___ DATA SUPPLIED ___

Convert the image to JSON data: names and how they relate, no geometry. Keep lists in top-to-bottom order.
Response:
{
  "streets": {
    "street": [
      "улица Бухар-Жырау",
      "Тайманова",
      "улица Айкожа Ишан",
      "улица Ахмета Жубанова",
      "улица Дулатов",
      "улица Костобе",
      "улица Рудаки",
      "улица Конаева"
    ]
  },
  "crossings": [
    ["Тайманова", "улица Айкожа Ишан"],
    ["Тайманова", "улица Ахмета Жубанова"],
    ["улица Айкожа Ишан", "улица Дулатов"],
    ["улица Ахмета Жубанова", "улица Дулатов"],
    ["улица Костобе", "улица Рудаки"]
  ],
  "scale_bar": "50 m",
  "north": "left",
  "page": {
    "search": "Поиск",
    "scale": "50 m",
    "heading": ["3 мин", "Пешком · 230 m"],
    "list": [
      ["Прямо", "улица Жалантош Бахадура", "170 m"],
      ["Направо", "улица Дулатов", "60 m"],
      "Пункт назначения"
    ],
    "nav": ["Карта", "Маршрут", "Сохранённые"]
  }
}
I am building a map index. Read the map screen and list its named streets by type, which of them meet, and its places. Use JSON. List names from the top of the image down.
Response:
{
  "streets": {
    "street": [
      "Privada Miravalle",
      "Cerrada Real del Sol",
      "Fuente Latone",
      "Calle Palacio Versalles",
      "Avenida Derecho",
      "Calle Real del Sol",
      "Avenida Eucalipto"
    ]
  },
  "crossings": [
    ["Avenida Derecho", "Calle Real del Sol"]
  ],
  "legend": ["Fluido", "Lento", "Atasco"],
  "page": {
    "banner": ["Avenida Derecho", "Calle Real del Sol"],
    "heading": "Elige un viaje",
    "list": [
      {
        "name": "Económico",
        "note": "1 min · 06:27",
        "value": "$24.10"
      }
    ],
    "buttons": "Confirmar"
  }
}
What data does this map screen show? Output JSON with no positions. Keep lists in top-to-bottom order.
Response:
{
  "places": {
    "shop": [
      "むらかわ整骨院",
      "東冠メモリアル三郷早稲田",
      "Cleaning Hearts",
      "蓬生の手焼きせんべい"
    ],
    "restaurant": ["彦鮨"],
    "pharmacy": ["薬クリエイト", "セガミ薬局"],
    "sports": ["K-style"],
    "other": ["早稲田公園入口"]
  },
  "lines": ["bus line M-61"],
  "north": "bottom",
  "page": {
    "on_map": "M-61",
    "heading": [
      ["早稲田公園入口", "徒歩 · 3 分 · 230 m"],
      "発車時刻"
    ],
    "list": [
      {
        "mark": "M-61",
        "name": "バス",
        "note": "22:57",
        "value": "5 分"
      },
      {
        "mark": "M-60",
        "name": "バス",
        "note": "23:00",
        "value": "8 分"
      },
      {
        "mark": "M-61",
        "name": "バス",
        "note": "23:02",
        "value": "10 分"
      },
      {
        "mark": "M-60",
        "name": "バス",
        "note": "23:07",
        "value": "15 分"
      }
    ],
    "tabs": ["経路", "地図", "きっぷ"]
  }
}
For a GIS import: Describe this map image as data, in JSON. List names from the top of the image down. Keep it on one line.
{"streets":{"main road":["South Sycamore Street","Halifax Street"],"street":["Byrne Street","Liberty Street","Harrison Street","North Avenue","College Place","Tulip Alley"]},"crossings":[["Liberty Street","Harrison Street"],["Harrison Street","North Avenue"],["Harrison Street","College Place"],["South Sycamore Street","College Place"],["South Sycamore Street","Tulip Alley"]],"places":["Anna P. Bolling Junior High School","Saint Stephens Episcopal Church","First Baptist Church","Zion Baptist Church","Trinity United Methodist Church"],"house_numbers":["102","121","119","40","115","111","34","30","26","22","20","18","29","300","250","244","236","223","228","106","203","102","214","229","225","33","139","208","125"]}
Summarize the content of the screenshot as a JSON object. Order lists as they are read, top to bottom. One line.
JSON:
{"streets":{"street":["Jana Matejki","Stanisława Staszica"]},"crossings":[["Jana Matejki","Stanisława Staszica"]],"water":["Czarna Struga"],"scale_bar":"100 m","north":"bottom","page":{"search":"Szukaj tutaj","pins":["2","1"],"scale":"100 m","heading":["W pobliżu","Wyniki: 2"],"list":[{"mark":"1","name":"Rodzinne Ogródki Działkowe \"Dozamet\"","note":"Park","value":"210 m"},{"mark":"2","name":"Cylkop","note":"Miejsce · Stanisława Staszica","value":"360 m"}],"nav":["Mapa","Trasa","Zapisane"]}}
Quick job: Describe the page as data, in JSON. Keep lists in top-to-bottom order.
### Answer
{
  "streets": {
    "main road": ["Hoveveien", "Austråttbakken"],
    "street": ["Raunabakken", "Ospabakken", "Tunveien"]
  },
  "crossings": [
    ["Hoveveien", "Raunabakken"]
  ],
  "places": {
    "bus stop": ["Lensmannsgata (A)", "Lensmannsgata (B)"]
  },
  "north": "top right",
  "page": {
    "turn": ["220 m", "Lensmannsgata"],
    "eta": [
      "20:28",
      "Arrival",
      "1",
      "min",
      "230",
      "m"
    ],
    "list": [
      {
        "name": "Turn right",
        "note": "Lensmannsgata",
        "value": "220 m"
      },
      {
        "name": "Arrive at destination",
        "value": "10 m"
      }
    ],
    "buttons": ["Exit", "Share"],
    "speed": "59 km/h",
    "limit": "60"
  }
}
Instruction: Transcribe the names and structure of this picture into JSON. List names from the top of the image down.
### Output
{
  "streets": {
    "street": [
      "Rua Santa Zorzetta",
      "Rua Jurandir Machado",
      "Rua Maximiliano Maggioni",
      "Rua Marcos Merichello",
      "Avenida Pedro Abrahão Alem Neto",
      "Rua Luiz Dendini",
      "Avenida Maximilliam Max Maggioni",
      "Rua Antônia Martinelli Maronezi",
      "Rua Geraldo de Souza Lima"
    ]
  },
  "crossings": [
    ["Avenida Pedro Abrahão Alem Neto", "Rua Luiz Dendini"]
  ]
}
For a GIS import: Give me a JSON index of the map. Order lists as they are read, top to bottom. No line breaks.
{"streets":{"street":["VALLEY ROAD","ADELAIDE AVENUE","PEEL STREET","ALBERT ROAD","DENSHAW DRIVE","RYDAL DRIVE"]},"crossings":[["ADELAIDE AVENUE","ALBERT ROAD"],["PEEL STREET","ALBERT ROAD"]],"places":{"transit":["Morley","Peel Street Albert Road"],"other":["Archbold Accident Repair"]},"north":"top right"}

___

■ EXERCISE: For this exercise, please output exactly the lines above starting at the line with "Summarize the content" and ending at the line with "Instruction: Transcribe the", ends included.

■ ANSWER TO THIS TASK:
Summarize the content of the screenshot as a JSON object. Order lists as they are read, top to bottom. One line.
JSON:
{"streets":{"street":["Jana Matejki","Stanisława Staszica"]},"crossings":[["Jana Matejki","Stanisława Staszica"]],"water":["Czarna Struga"],"scale_bar":"100 m","north":"bottom","page":{"search":"Szukaj tutaj","pins":["2","1"],"scale":"100 m","heading":["W pobliżu","Wyniki: 2"],"list":[{"mark":"1","name":"Rodzinne Ogródki Działkowe \"Dozamet\"","note":"Park","value":"210 m"},{"mark":"2","name":"Cylkop","note":"Miejsce · Stanisława Staszica","value":"360 m"}],"nav":["Mapa","Trasa","Zapisane"]}}
Quick job: Describe the page as data, in JSON. Keep lists in top-to-bottom order.
### Answer
{
  "streets": {
    "main road": ["Hoveveien", "Austråttbakken"],
    "street": ["Raunabakken", "Ospabakken", "Tunveien"]
  },
  "crossings": [
    ["Hoveveien", "Raunabakken"]
  ],
  "places": {
    "bus stop": ["Lensmannsgata (A)", "Lensmannsgata (B)"]
  },
  "north": "top right",
  "page": {
    "turn": ["220 m", "Lensmannsgata"],
    "eta": [
      "20:28",
      "Arrival",
      "1",
      "min",
      "230",
      "m"
    ],
    "list": [
      {
        "name": "Turn right",
        "note": "Lensmannsgata",
        "value": "220 m"
      },
      {
        "name": "Arrive at destination",
        "value": "10 m"
      }
    ],
    "buttons": ["Exit", "Share"],
    "speed": "59 km/h",
    "limit": "60"
  }
}
Instruction: Transcribe the names and structure of this picture into JSON. List names from the top of the image down.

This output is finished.